Die Unterstützung der Rentner:innen der Revolution gehört seit mehr als 20 Jahren zum Programm. „Allerdings sind die Probleme größer geworden“, klagt Rita García, Direktorin des CCRD. Zwischen 2020 und 2023 hat sie rund 60 Prozent ihres Personals vor allem durch Abwanderung ins Ausland verloren und musste neue Leute ausbilden. Das hat funktioniert. Dennoch bleibt der Personalmangel ein ständiger Kampf. „Viele sind müde“, so García.

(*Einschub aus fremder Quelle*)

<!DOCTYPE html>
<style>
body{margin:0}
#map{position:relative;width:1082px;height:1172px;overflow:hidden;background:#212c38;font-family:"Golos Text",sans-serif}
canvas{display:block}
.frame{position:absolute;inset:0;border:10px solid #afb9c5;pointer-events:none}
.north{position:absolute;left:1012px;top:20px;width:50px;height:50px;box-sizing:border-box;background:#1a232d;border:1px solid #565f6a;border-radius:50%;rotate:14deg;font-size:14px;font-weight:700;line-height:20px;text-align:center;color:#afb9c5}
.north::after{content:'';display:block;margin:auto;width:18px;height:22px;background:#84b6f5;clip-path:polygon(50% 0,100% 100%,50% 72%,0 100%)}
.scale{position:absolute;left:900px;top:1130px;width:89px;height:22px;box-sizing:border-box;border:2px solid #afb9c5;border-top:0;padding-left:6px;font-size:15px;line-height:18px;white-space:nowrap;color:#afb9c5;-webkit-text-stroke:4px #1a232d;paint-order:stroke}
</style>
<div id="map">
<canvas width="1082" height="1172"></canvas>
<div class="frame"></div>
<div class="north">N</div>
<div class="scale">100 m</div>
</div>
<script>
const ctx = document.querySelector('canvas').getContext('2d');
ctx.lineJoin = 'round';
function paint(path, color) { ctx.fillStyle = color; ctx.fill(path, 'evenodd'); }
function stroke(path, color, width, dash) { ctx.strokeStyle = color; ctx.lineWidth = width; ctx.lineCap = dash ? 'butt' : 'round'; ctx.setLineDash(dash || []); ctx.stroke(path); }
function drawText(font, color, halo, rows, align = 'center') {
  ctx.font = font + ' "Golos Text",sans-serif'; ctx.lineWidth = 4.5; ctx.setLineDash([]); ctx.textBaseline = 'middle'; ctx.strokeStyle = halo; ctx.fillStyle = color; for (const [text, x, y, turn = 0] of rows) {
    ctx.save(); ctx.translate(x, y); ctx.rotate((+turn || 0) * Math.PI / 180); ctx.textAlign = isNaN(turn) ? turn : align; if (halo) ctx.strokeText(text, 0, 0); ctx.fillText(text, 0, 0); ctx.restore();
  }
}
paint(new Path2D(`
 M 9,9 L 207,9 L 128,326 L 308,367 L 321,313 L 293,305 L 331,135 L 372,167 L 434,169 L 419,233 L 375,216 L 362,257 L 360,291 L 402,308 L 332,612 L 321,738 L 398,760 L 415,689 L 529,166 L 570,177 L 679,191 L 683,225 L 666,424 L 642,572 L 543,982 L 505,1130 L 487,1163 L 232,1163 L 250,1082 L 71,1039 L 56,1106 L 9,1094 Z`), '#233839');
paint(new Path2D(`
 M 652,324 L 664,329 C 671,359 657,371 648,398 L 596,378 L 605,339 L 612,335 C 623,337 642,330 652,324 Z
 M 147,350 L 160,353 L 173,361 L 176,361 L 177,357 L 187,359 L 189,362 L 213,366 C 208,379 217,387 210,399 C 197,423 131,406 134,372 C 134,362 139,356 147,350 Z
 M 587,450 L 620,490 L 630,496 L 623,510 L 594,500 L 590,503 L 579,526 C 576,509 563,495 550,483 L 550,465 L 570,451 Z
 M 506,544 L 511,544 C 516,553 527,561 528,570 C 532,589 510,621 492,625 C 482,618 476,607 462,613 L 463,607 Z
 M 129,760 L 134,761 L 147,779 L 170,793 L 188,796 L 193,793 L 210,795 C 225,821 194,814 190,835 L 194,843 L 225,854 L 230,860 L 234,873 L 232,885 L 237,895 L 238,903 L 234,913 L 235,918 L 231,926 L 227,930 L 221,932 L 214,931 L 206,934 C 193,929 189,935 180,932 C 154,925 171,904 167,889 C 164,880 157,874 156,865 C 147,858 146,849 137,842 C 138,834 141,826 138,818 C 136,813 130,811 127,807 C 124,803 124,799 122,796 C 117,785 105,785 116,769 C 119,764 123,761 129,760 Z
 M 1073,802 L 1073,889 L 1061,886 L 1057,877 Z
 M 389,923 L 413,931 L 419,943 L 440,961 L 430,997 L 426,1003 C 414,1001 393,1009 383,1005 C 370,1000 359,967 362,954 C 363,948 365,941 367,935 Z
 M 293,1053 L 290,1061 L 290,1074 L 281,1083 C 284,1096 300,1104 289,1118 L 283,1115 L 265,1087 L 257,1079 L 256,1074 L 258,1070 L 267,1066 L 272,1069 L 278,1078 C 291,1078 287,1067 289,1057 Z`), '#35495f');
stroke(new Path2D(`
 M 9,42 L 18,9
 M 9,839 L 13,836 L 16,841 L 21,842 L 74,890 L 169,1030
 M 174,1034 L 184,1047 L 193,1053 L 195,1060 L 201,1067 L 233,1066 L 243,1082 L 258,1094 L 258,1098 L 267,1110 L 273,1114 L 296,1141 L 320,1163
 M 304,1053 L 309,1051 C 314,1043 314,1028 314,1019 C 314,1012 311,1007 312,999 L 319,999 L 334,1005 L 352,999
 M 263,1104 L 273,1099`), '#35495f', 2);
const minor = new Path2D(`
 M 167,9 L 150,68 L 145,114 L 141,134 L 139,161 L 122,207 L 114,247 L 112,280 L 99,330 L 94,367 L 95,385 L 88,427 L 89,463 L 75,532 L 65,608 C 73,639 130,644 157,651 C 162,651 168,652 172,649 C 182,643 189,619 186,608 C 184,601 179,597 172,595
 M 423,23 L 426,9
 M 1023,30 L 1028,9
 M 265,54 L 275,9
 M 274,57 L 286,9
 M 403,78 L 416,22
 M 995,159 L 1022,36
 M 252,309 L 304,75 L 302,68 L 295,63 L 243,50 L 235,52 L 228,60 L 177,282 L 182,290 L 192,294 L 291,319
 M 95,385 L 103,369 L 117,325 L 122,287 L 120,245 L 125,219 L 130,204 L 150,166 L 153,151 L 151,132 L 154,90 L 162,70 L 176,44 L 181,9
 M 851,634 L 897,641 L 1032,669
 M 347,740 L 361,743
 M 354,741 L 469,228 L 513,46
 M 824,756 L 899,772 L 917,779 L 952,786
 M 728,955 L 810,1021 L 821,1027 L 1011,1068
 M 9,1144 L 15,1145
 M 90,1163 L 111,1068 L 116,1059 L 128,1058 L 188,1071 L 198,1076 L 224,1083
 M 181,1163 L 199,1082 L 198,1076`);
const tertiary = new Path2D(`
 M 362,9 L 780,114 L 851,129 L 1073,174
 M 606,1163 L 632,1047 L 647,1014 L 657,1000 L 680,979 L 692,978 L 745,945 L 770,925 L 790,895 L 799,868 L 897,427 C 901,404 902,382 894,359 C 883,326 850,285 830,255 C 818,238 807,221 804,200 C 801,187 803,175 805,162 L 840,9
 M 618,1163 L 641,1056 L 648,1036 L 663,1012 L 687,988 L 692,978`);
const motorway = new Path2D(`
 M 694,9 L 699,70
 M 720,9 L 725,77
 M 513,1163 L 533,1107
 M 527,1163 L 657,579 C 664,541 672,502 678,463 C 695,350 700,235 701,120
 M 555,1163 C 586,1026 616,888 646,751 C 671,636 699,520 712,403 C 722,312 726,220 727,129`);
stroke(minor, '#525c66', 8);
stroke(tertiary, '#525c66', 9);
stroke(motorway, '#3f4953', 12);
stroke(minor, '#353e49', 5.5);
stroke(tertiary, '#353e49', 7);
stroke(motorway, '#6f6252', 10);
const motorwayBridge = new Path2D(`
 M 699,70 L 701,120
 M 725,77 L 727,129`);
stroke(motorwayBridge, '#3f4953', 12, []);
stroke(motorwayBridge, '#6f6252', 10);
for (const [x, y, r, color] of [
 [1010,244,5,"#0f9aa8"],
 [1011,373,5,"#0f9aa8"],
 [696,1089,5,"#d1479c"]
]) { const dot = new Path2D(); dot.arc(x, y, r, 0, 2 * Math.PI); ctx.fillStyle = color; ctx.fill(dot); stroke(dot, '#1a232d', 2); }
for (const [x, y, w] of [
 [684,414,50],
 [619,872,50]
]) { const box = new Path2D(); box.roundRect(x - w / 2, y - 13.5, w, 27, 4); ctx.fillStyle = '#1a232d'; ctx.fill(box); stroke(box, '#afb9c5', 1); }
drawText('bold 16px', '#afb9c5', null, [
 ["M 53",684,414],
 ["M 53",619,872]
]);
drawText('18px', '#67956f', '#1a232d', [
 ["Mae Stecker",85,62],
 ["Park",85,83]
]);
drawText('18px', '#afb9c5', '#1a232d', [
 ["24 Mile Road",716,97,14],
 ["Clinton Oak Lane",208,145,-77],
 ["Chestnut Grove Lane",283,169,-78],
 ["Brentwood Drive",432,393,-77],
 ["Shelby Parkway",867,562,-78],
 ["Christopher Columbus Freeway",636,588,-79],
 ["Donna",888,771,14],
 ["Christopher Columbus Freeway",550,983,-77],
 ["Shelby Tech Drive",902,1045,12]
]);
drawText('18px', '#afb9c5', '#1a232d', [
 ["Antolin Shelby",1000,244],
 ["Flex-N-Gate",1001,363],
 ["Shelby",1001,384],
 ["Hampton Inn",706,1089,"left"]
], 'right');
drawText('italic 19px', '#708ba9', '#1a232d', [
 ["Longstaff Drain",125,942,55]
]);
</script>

Das trifft auch auf Domínguez zu. „Ich habe nicht mal die Chance, Urlaub in einer anderen Stadt zu machen. An Auswandern kann ich gar nicht denken, ich habe kein Geld“, sagt die Krankenschwester, deren Tochter mit Enkelin in Cárdenas lebt. Auch Familie ist ein triftiger Grund zu bleiben. Aber das Fehlen einer Perspektive: es nagt an ihr. Und dagegen helfen auch gefüllte Henkelmänner und christliche Nächstenliebe nur wenig.